The existing, experimental specification for probability sampling using TraceState is limited to powers-of-two probabilities, and is designed to work without making assumptions about TraceID randomness. This system can only achieve non-power-of-two sampling using interpolation between powers of two, which is unnecessarily restrictive. In existing sampling systems, sampling probabilities like 1%, 10%, and 75% are common, and it should be possible to express these without interpolation. There is also a need for consistent sampling in the collection path (outside of the head-sampling paths) and using inherent randomness in the traceID is a less-expensive solution than referencing a custom r-value from the tracestate in every span. This proposal introduces a new value with the key th as an alternative to the p value in the previous specification. The p value is limited to powers of two, while the th value in this proposal supports a large range of values. This proposal allows for the continued expression of randomness using r-value as specified there using the key r. To distinguish the cases, this proposal uses the key rv.

In the general case, in order to make consistent sampling decisions across the entire path of the trace, two values MUST be present in the SpanContext:

A random (or pseudo-random) 56-bit value, called R below.
A 56-bit rejection threshold (or just "threshold") as expressed in the TraceState, called T below. T represents the maximum threshold that was applied in all previous consistent sampling stages. If the current sampling stage applies a greater-valued threshold than any stage before, it MUST update (increase) the threshold correspondingly.

One way to think about rejection threshold is that is the number of spans that would be discarded out of 2^56 considered spans. This means that spans where R >= T will be sampled.

Here is an example involving three participants A, B, and C:

A -> B -> C

where -> indicates a parent -> child relationship.

A uses consistent probability sampling with a sampling probability of 0.25 (this corresponds to a rejection probability of .75). B uses consistent probability sampling with a sampling probability of 0.5. C uses a parent-based sampler.

When A samples a span, its outgoing traceparent will have the 'sampled' flag SET and the 'th' in its outgoing tracestate will be set to 0xc0_0000_0000_0000. When A does not sample a span, its outgoing traceparent will have the 'sampled' flag UNSET but the 'th' in its outgoing tracestate will still be set to 0xc0_0000_0000_0000. When B samples a span, its outgoing traceparent will have the 'sampled' flag SET and the 'th' in its outgoing tracestate will be set to 0x80_0000_0000_0000. C (being a parent based sampler) samples a span purely based on its parent (B in this case), it will use the sampled flag to make the decision. Its outgoing 'th' value will continue to reflect what it got from B (0x80_0000_0000_0000), and this is useful to understand its adjusted count.

This design requires that as a given span progresses along its collection path, th is non-decreasing (and, in particular, must be increased at stages that apply lower sampling probabilities). It does not, however, restrict a span's initial th in any way (e.g., relating it to that of its parent, if it has one). It is acceptable for B to have a lesser initial th than A has. It would not be ok if some later-stage sampler decreased A's th.

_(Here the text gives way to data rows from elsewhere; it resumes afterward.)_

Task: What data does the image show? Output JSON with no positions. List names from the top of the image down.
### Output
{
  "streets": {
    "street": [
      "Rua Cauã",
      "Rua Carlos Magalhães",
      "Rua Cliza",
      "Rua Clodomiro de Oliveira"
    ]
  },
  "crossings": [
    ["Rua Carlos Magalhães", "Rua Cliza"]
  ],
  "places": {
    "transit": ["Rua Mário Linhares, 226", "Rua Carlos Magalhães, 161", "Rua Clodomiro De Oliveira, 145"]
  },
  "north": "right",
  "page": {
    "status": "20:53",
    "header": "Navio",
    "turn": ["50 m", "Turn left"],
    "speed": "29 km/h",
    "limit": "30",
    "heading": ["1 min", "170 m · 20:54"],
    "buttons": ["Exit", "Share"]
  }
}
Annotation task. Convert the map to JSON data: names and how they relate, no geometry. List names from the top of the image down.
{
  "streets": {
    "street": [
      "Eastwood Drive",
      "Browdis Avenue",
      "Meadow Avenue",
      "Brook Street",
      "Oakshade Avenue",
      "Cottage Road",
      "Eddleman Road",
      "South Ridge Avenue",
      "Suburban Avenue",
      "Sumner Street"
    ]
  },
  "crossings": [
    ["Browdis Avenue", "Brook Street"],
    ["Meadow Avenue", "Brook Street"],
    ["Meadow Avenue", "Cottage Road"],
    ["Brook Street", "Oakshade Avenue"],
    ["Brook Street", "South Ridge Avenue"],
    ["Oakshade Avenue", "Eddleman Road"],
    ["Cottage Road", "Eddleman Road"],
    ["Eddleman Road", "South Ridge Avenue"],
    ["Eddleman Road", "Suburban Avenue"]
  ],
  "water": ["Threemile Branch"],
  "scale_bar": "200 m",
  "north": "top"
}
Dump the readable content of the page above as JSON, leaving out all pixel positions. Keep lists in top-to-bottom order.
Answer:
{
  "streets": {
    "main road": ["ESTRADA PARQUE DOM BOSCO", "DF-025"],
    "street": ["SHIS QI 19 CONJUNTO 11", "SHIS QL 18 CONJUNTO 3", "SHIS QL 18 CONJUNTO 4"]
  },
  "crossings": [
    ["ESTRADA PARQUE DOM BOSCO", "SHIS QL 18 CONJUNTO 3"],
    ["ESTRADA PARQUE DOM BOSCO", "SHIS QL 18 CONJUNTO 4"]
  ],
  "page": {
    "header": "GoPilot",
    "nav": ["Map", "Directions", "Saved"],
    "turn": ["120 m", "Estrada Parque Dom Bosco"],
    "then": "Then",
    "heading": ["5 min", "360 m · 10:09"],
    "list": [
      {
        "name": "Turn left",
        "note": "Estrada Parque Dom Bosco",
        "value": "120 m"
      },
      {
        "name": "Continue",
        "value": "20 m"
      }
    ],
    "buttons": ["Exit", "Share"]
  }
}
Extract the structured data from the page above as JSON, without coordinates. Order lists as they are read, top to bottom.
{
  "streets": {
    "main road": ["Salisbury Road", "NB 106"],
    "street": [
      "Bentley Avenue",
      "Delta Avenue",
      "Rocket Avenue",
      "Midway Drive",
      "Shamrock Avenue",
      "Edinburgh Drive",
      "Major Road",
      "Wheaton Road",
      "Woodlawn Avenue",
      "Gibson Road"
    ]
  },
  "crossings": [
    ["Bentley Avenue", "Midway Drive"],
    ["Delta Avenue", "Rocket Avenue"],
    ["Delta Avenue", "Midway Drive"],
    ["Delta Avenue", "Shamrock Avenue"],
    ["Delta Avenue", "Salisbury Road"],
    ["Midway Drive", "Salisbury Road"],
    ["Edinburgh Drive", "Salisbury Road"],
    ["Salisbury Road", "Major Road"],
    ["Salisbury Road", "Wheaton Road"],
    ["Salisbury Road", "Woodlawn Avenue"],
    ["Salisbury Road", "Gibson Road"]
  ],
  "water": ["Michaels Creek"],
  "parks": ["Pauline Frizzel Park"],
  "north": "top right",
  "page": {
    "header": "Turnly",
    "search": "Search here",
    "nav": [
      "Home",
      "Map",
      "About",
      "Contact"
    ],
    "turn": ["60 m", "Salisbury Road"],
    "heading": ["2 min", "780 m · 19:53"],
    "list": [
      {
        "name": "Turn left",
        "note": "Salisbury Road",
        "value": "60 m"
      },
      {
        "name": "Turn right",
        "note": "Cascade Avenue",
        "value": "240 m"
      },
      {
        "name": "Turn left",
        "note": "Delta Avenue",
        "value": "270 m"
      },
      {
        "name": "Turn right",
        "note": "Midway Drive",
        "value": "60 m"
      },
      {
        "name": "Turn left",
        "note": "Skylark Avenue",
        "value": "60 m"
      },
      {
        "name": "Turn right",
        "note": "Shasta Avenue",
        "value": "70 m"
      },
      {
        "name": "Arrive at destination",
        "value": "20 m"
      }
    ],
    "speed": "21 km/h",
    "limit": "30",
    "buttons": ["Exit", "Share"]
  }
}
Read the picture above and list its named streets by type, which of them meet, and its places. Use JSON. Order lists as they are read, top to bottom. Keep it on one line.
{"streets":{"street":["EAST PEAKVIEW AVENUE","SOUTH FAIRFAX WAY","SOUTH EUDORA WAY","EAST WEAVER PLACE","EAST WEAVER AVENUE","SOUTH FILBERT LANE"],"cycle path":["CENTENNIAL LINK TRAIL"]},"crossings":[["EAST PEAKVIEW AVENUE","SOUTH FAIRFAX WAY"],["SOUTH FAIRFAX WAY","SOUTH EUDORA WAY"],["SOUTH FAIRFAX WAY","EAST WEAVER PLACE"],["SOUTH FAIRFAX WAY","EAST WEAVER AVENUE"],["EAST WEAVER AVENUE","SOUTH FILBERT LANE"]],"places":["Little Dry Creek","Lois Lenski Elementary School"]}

The system has the following invariant:

(R >= T) = sampled flag

The sampling decision is propagated with the following algorithm:

If the th key is not specified, this implies that non-probabilistic sampling may be taking place.
Else derive T by parsing the th key as a hex value as described below.
If T is 0, Always Sample.
Compare the 56 bits of T with the 56 bits of R. If T > R, then do not sample.

The R value MUST be derived as follows:

If the key rv is present in the Tracestate header, then R = rv.
Else if the Random Trace ID Flag is true in the traceparent header, then R is the lowest-order 56 bits of the trace-id.
Else R MUST be generated as a random value in the range [0, (2**56)-1] and added to the Tracestate header with key rv.

The preferred way to propagate the R value is as the lowest 56 bits of the trace-id. If these bits are in fact random, the random trace-flag SHOULD be set as specified in the W3C trace context specification. There are circumstances where trace-id randomness is inadequate (for example, sampling a group of traces together); in these cases, an rv value is required.

The value of the rv and th keys MUST be expressed as up to 14 hexadecimal digits from the set [0-9a-f]. For th keys only, trailing zeros (but not leading zeros) may be omitted. rv keys MUST always be exactly 14 hex digits.

Examples:

th value is missing: non-probabalistic sampling may be taking place.
th=4 -- equivalent to th=40000000000000, which is a 25% rejection threshold, corresponding to a 75% sampling probability.
th=c -- equivalent to th=c0000000000000, which is a rejection threshold of 75%, corresponding to a sampling probability of 25%.
th=08 -- equivalent to th=08000000000000, which is a rejection threshold of 3.125%, corresponding to a sampling probability of 96.875%.
th=0 -- equivalent to th=00000000000000, which is a 0% rejection threshold, which means Always Sample.

The T value MUST be derived as follows:

If the th key is not present in the Tracestate header, then non-probabalistic sampling may be in use.
Else the value corresponding to the th key should be interpreted as above.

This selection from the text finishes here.